-- Source material follows --
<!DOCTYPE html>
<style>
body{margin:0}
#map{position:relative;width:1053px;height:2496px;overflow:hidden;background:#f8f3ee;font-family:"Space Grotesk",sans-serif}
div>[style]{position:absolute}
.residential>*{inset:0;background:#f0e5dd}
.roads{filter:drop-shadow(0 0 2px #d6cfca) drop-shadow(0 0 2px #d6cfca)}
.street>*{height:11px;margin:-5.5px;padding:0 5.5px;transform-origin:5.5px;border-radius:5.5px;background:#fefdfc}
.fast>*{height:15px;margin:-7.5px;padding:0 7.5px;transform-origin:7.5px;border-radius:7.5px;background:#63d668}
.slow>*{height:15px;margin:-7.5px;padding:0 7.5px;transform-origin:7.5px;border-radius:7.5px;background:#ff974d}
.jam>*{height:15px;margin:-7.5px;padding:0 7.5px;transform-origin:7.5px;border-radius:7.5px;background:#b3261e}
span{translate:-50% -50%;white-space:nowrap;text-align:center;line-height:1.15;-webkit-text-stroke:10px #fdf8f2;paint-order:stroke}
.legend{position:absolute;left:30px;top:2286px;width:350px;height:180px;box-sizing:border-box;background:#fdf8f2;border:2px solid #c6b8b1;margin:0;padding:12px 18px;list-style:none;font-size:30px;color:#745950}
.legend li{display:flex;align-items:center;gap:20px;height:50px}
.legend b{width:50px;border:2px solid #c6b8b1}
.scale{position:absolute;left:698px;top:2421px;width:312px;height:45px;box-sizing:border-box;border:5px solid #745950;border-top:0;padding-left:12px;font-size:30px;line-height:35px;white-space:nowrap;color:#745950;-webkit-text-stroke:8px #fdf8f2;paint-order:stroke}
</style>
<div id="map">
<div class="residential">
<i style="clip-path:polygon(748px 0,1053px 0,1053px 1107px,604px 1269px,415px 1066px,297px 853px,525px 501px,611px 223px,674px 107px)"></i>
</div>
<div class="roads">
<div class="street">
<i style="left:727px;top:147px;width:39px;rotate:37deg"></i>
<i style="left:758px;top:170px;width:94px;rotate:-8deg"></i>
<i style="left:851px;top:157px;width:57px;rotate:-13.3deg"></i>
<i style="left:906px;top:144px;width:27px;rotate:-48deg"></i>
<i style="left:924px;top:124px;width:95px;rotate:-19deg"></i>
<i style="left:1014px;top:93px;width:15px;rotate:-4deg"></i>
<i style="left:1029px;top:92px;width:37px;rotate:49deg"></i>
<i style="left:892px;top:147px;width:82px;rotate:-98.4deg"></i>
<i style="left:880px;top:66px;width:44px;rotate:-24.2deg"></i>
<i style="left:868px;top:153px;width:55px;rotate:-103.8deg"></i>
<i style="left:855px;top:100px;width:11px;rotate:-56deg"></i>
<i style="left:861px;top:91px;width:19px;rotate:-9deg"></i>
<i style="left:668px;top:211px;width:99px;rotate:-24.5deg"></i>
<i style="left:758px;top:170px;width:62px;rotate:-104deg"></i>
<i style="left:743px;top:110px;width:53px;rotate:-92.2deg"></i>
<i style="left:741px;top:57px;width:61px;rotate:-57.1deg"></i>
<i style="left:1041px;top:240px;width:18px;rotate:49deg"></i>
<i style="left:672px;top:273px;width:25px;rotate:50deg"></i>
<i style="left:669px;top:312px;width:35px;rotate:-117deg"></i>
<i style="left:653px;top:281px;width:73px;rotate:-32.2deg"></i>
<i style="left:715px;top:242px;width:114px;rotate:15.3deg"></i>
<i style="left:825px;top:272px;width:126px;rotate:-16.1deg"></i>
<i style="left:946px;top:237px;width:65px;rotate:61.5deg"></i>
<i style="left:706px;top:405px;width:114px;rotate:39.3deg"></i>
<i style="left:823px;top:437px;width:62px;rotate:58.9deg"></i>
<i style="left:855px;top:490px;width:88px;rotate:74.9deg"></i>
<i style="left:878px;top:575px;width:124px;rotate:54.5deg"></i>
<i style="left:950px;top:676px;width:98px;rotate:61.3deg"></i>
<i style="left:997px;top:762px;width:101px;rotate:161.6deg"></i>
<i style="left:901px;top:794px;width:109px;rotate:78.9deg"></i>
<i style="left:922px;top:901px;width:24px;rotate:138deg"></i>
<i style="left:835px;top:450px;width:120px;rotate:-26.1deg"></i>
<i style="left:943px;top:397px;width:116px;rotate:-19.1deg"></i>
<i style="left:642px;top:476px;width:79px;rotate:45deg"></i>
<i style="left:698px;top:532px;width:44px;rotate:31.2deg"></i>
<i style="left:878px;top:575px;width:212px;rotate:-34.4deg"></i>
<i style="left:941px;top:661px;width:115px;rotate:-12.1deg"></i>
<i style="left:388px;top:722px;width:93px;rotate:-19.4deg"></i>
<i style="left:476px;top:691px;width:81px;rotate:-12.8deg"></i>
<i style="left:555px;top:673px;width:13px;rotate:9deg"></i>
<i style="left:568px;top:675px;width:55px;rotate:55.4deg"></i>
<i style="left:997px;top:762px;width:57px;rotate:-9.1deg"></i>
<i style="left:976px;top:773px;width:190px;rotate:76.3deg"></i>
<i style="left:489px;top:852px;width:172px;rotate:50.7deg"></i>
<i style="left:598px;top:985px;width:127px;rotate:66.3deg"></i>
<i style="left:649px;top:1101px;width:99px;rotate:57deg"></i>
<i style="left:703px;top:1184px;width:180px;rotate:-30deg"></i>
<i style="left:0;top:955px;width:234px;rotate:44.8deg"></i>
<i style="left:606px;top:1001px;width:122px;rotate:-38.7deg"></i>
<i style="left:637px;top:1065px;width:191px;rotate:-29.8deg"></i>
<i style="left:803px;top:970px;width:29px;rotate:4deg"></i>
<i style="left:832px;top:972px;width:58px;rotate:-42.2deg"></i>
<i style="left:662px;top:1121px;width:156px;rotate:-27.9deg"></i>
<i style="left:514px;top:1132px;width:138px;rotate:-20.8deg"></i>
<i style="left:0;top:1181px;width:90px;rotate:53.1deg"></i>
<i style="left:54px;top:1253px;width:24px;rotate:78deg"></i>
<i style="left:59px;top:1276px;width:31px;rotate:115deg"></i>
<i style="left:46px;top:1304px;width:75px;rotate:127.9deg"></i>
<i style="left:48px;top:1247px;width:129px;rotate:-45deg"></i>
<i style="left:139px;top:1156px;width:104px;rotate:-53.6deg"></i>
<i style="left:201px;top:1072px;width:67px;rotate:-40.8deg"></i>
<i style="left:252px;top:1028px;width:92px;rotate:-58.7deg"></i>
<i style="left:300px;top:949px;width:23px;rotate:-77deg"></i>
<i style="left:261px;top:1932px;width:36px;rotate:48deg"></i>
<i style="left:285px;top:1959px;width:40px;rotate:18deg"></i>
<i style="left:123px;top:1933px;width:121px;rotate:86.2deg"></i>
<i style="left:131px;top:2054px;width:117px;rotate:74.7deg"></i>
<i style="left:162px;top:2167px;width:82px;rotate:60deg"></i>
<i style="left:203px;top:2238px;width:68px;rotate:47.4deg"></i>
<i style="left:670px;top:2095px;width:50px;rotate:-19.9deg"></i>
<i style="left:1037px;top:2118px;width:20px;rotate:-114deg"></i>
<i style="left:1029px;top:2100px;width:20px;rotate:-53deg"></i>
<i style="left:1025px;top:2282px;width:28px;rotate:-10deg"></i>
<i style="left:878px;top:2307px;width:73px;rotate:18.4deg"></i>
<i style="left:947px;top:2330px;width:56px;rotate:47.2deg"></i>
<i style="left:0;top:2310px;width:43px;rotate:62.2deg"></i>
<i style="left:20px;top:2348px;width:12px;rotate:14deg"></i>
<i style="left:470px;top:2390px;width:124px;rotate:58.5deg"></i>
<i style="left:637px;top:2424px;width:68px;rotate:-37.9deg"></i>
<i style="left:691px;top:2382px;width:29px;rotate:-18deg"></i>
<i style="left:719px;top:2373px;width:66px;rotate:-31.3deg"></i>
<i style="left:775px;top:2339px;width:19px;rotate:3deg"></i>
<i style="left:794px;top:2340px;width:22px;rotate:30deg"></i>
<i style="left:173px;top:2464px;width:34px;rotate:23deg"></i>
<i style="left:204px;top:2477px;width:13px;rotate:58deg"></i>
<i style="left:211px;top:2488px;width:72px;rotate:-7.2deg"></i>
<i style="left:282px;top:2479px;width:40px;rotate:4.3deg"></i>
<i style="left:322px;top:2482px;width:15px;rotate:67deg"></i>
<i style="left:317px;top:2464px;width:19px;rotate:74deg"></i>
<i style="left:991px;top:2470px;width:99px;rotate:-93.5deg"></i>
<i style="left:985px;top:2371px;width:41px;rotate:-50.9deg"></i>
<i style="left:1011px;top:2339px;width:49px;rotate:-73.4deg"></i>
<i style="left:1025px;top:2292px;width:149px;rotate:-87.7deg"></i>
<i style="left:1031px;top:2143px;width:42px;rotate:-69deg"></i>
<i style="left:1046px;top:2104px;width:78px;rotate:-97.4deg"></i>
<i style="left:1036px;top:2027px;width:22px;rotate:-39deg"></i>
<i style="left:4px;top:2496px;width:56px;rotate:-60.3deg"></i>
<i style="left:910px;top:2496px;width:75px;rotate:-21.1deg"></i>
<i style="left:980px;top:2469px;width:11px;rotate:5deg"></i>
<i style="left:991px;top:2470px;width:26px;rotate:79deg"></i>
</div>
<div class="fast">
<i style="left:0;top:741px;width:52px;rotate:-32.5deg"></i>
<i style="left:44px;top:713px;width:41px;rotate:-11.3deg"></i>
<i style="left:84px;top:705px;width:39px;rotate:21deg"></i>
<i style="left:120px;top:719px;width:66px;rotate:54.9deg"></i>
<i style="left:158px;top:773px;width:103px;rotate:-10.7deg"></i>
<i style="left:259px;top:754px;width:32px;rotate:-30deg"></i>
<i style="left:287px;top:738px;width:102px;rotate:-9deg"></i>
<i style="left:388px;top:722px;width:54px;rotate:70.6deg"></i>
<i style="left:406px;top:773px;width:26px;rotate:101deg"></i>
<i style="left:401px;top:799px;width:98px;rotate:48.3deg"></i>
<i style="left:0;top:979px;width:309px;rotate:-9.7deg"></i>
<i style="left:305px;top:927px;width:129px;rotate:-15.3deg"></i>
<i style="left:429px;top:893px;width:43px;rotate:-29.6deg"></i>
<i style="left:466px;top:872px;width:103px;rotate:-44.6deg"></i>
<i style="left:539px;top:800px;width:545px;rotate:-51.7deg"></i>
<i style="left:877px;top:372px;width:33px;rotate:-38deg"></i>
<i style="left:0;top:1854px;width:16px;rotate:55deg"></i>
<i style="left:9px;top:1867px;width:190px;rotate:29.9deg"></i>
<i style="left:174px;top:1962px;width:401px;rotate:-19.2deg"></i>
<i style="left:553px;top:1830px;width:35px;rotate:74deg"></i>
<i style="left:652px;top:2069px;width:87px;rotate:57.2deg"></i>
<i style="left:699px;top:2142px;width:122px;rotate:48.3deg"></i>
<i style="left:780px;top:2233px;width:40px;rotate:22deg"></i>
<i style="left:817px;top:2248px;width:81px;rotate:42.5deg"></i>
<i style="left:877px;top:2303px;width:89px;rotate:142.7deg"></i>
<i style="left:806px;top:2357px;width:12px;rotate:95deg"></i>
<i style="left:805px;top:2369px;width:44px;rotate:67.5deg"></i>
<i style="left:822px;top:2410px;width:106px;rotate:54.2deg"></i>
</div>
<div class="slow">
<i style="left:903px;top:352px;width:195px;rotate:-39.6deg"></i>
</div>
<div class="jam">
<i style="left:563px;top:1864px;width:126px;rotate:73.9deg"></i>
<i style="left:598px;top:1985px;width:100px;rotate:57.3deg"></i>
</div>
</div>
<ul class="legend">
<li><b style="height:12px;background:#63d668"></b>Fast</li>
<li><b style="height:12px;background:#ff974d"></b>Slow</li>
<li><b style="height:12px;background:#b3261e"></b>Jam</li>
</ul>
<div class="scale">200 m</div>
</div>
-- Source material concluded --
• **Work required**: Whenever a line in the records contains the word "roads", copy that line.

• **Response to the exercise**:
.roads{filter:drop-shadow(0 0 2px #d6cfca) drop-shadow(0 0 2px #d6cfca)}
<div class="roads">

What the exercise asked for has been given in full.